(DATA UNDER STUDY begins)
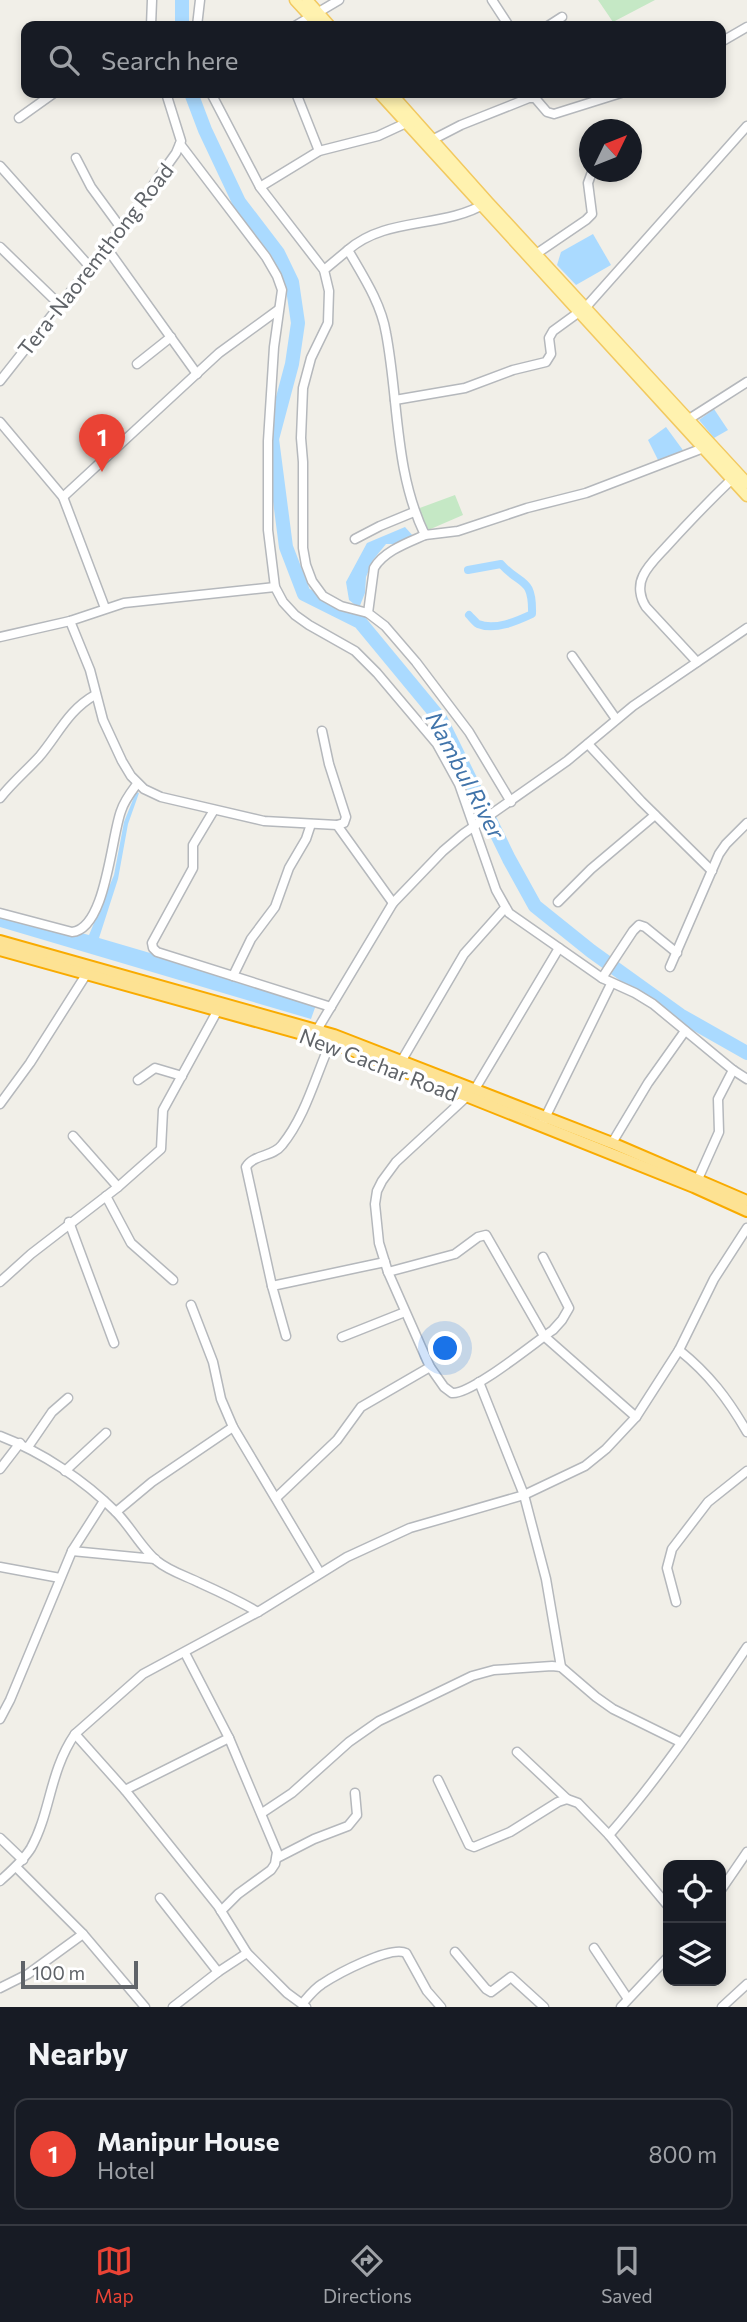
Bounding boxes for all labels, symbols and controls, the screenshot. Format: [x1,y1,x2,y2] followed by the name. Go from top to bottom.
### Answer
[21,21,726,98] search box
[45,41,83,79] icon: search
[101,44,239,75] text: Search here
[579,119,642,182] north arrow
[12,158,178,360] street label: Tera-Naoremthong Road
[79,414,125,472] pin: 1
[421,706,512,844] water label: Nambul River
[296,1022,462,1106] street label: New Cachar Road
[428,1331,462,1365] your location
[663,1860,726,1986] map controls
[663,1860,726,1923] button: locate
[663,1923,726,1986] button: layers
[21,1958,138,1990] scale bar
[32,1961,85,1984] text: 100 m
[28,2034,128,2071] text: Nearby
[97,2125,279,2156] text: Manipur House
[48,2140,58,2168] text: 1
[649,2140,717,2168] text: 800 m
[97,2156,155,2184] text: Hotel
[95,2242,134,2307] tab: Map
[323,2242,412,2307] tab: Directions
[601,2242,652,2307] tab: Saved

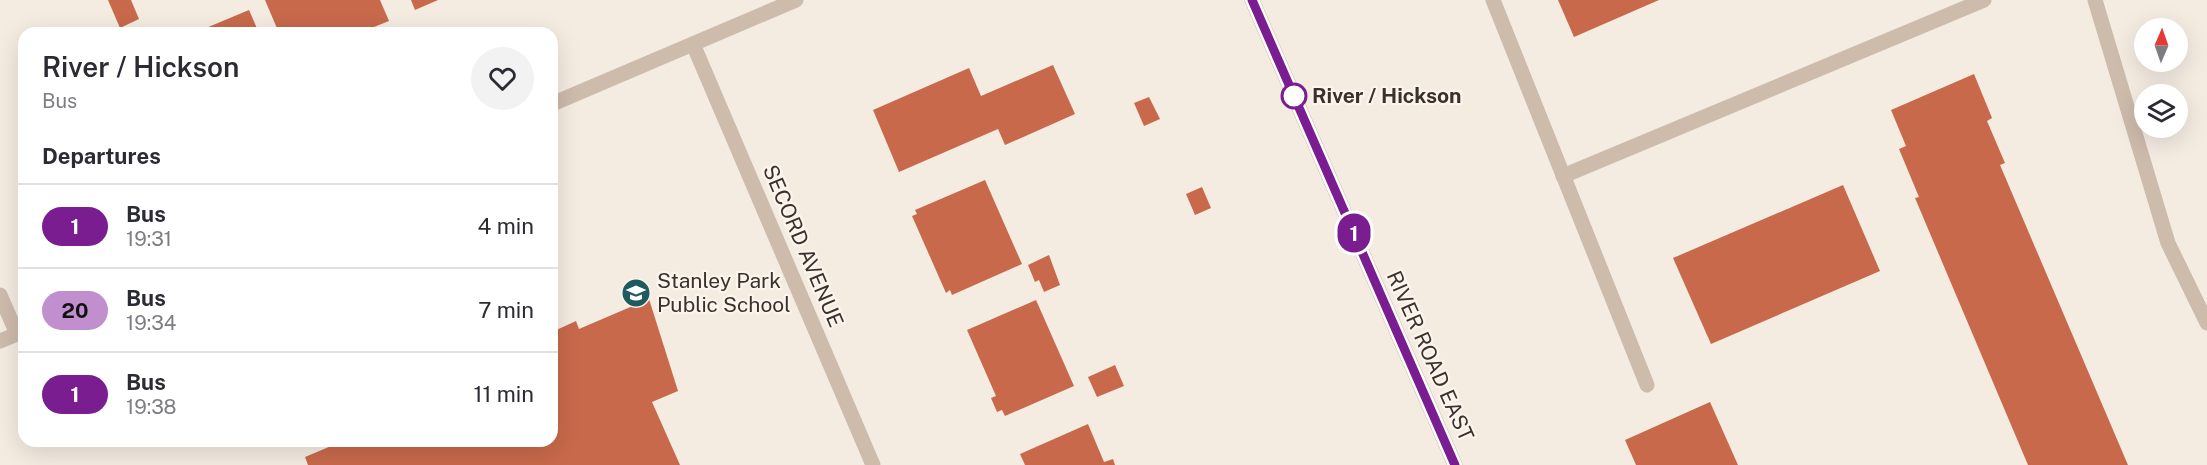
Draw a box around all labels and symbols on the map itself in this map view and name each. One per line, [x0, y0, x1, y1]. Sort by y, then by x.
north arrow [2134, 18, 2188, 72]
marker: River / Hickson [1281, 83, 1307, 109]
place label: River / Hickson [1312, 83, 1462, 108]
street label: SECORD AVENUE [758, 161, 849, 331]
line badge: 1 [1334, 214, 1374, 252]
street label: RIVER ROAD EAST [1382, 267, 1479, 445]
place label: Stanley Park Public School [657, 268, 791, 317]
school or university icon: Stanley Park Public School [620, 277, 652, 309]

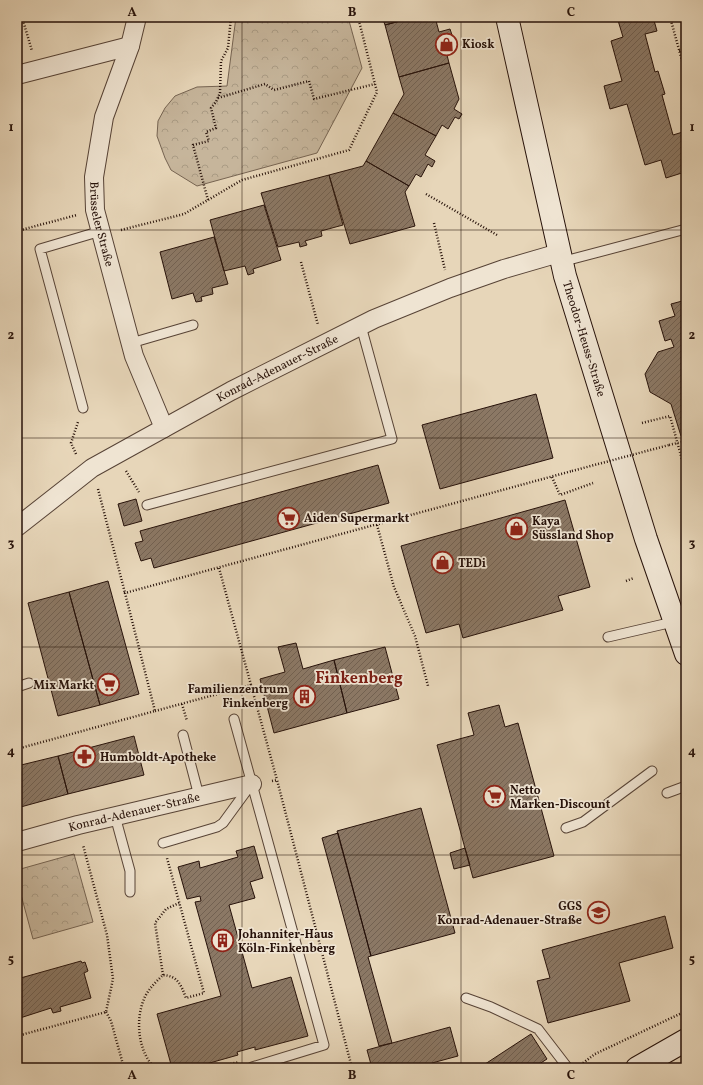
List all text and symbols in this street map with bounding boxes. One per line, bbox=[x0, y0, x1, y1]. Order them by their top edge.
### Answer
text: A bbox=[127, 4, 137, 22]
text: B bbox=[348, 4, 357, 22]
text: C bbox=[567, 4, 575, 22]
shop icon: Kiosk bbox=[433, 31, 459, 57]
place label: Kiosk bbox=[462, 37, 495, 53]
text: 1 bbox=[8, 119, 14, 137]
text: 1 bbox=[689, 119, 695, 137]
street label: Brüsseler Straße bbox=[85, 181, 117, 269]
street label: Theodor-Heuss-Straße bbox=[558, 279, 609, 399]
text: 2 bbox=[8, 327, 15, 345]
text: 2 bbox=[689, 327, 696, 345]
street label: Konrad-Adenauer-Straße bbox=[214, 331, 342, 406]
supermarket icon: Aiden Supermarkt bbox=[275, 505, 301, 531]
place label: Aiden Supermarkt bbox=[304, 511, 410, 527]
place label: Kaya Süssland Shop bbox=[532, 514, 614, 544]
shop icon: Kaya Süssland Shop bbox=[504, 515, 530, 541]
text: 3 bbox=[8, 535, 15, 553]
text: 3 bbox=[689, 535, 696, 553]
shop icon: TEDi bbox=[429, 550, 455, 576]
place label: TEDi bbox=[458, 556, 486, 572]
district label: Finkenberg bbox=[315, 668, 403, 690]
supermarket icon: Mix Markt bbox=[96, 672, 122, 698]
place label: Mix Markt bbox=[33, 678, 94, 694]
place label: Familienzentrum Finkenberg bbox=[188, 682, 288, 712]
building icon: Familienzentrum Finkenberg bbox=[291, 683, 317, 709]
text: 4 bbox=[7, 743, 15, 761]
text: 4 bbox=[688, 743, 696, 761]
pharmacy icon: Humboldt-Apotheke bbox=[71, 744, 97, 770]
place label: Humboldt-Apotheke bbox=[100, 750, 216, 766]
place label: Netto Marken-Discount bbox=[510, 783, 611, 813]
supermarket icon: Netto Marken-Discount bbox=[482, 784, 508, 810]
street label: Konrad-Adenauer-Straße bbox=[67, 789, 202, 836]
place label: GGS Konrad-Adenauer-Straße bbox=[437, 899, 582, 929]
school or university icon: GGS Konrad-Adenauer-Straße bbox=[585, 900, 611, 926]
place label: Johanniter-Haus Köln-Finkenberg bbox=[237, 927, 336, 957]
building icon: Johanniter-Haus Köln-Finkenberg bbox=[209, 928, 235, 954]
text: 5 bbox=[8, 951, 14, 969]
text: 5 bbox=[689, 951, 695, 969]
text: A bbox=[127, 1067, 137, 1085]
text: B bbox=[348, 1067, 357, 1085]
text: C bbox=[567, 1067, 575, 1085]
(DATA UNDER STUDY ends)
(DATA UNDER STUDY begins)
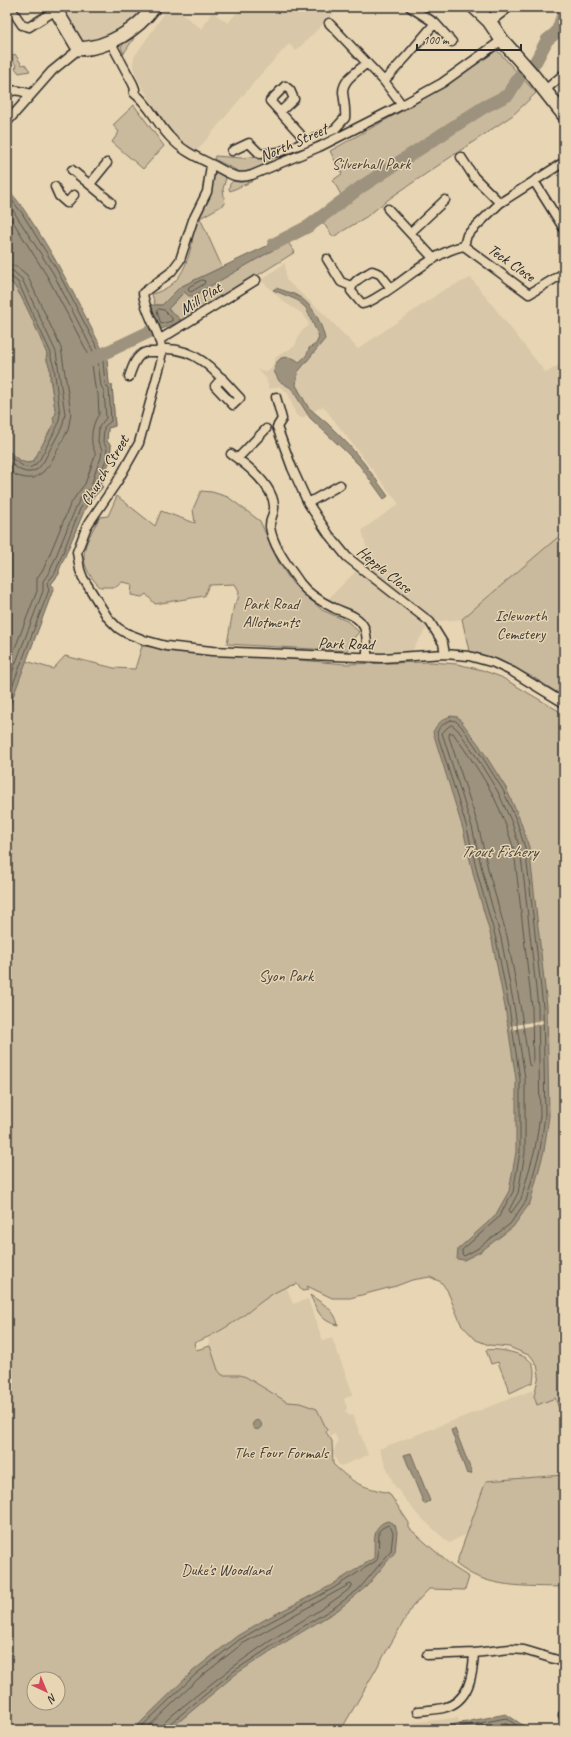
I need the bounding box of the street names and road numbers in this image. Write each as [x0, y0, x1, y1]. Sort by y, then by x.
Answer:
(DATA UNDER STUDY ends)
(DATA UNDER STUDY begins)
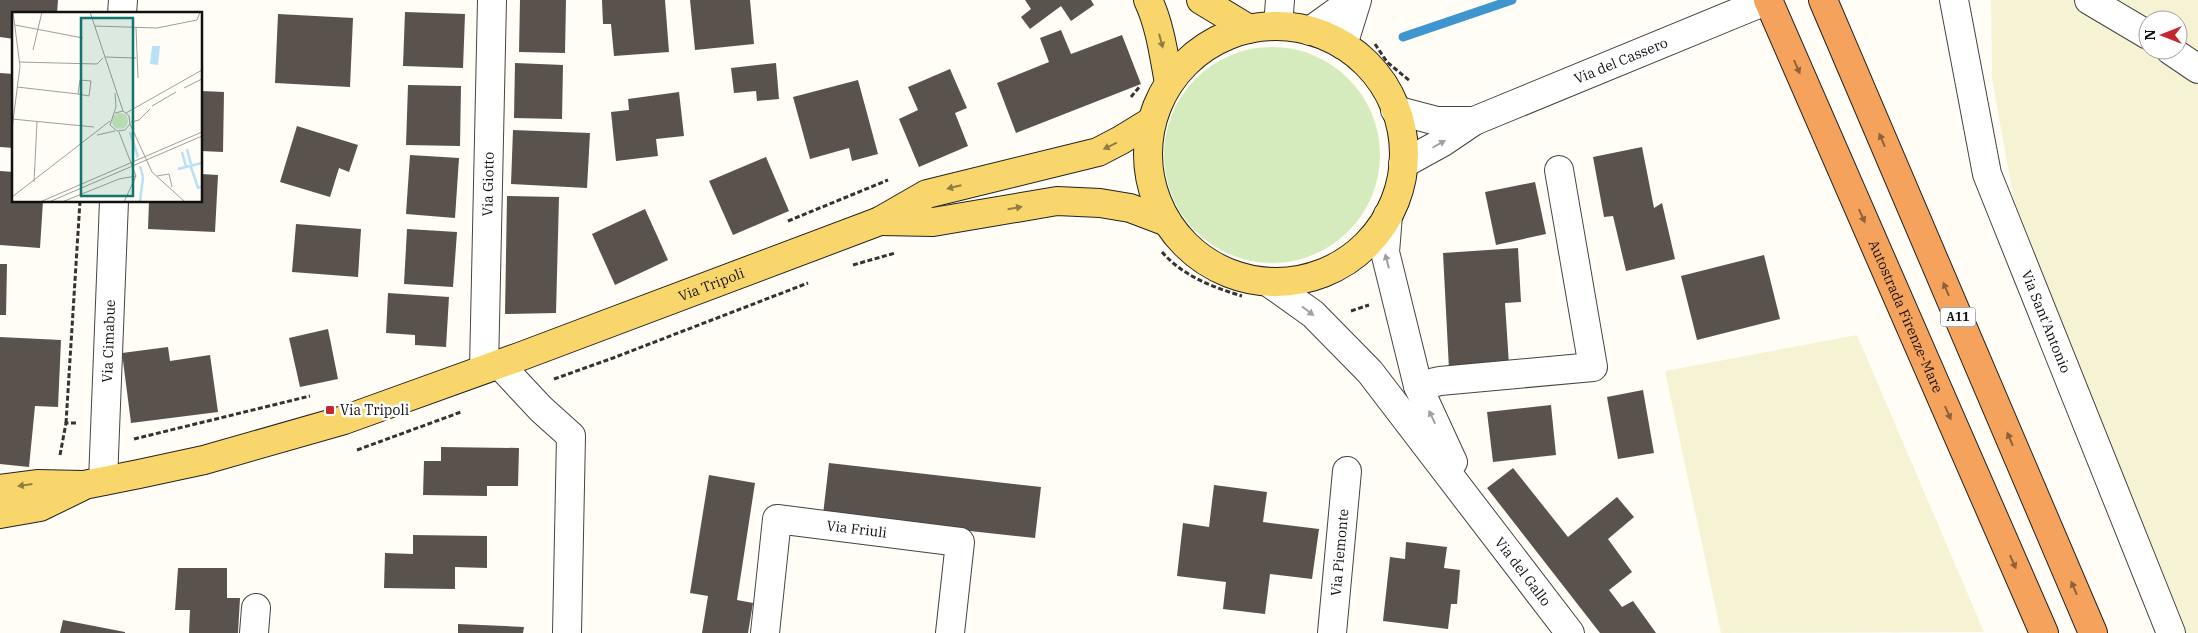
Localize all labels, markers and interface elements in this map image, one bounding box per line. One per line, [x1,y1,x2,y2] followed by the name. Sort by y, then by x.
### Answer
(DATA UNDER STUDY ends)
## TASK PROMPT
Show the lines of the material that contain the word "image".

## SOLUTION FOR THIS PROBLEM
I need the bounding box of the street names and road numbers in this image. Write each as [x0, y0, x1, y1]. Sort by y, then by x.
Localize all labels, markers and interface elements in this map image, one bounding box per line. One per line, [x1,y1,x2,y2] followed by the name. Sort by y, then by x.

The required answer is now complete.